**Dataset extract:**
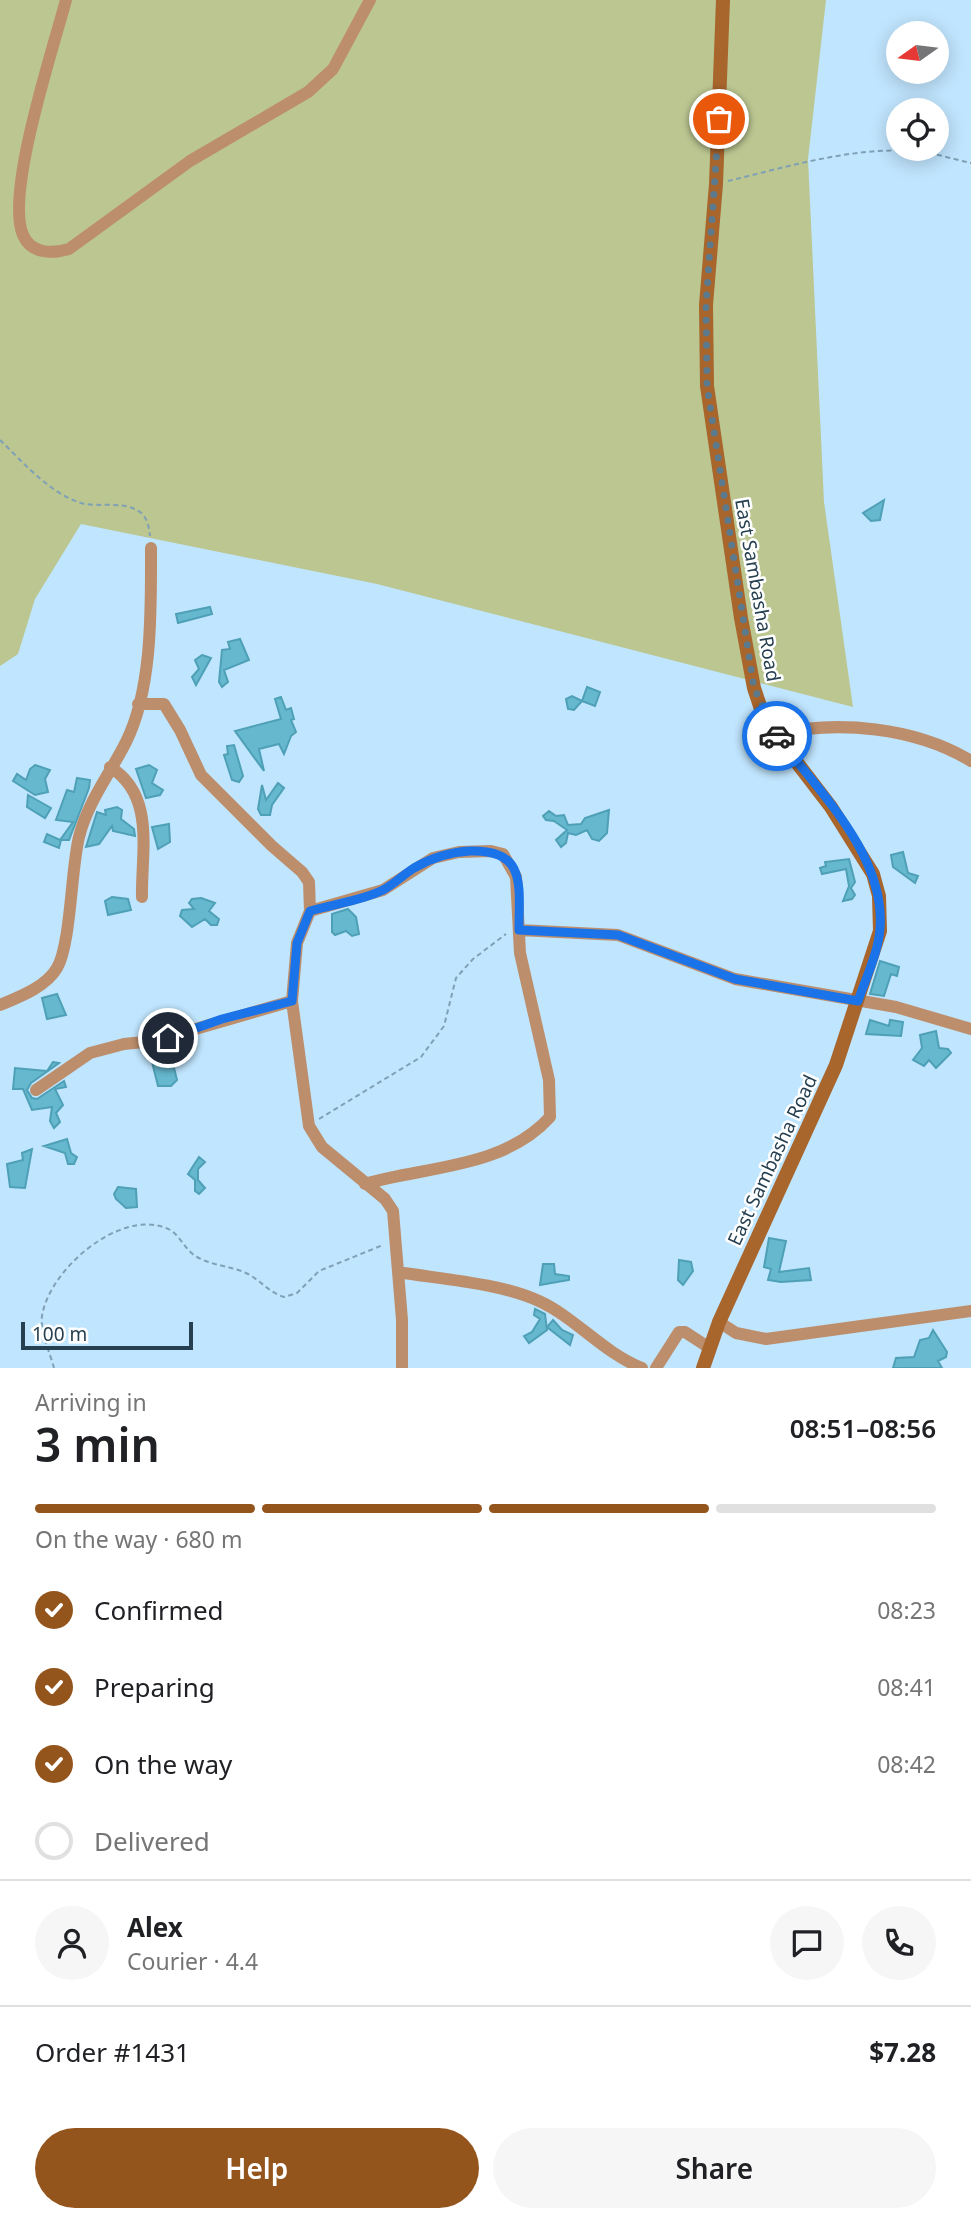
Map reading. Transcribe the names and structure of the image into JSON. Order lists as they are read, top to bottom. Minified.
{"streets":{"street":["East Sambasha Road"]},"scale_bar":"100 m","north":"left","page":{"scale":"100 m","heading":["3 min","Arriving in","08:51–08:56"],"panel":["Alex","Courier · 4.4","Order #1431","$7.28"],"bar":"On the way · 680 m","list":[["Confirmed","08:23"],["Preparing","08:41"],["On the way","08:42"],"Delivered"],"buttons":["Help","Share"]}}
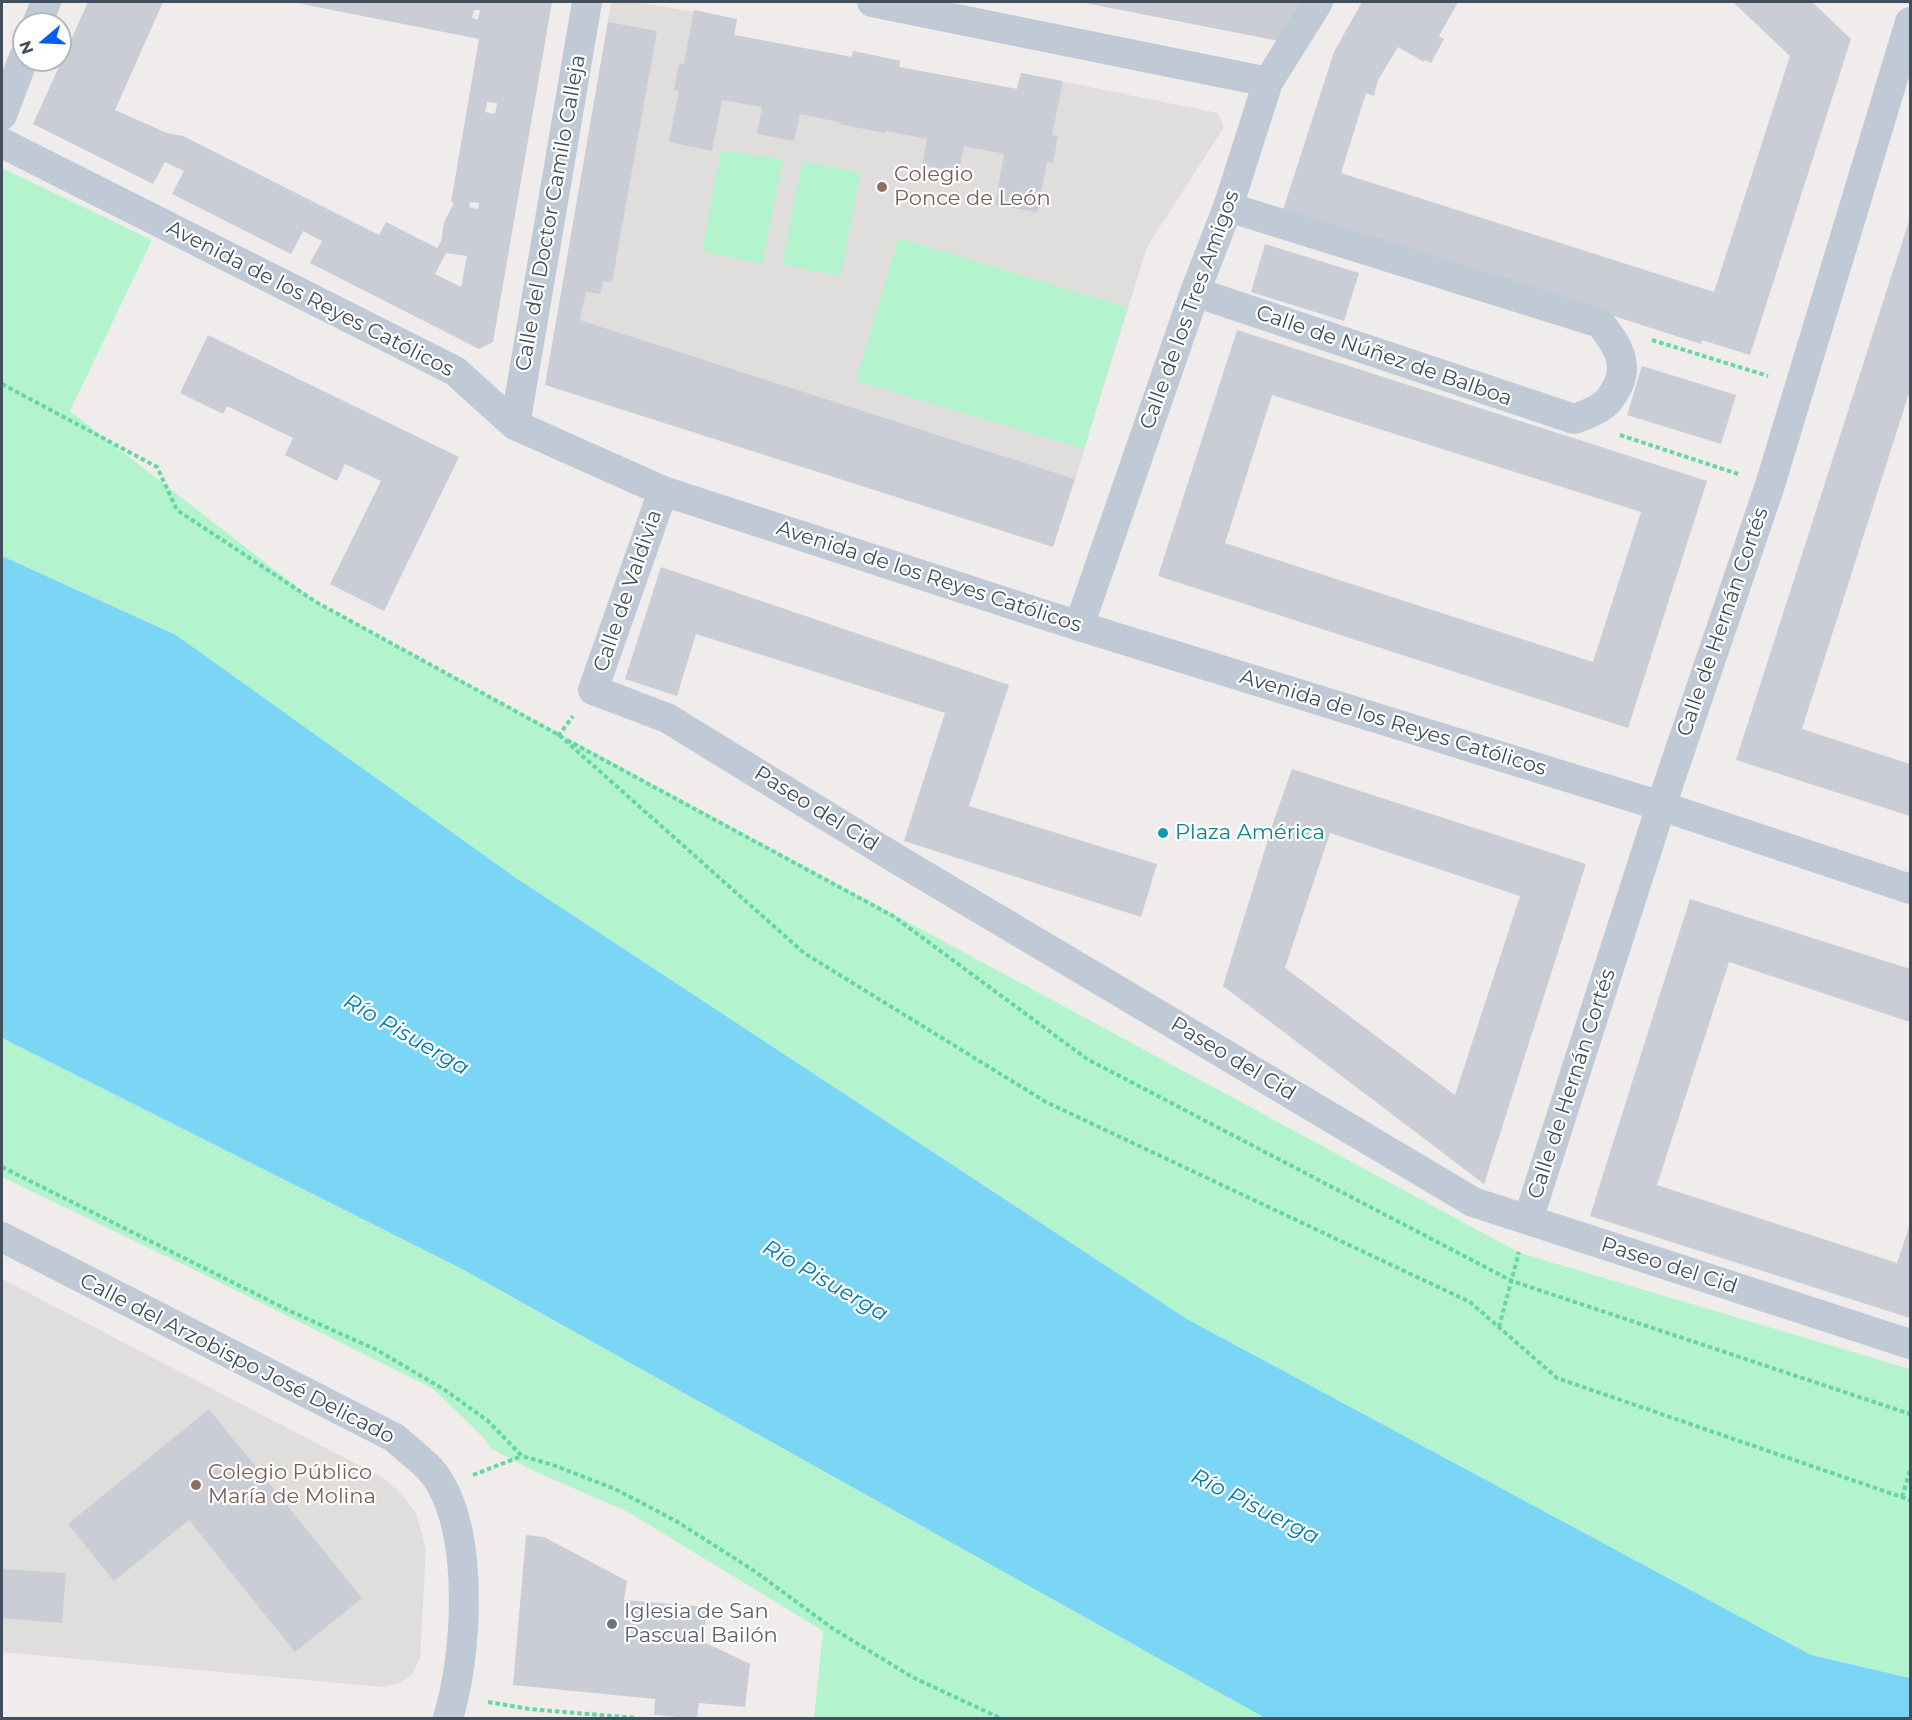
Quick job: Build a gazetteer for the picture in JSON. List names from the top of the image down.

**What you need to do:**
Output the listing above in full, exactly. No images.

**Answer below:**
Map reading. Transcribe the names and structure of the image into JSON. Order lists as they are read, top to bottom. Minified.
{"streets":{"street":["East Sambasha Road"]},"scale_bar":"100 m","north":"left","page":{"scale":"100 m","heading":["3 min","Arriving in","08:51–08:56"],"panel":["Alex","Courier · 4.4","Order #1431","$7.28"],"bar":"On the way · 680 m","list":[["Confirmed","08:23"],["Preparing","08:41"],["On the way","08:42"],"Delivered"],"buttons":["Help","Share"]}}
Quick job: Build a gazetteer for the picture in JSON. List names from the top of the image down.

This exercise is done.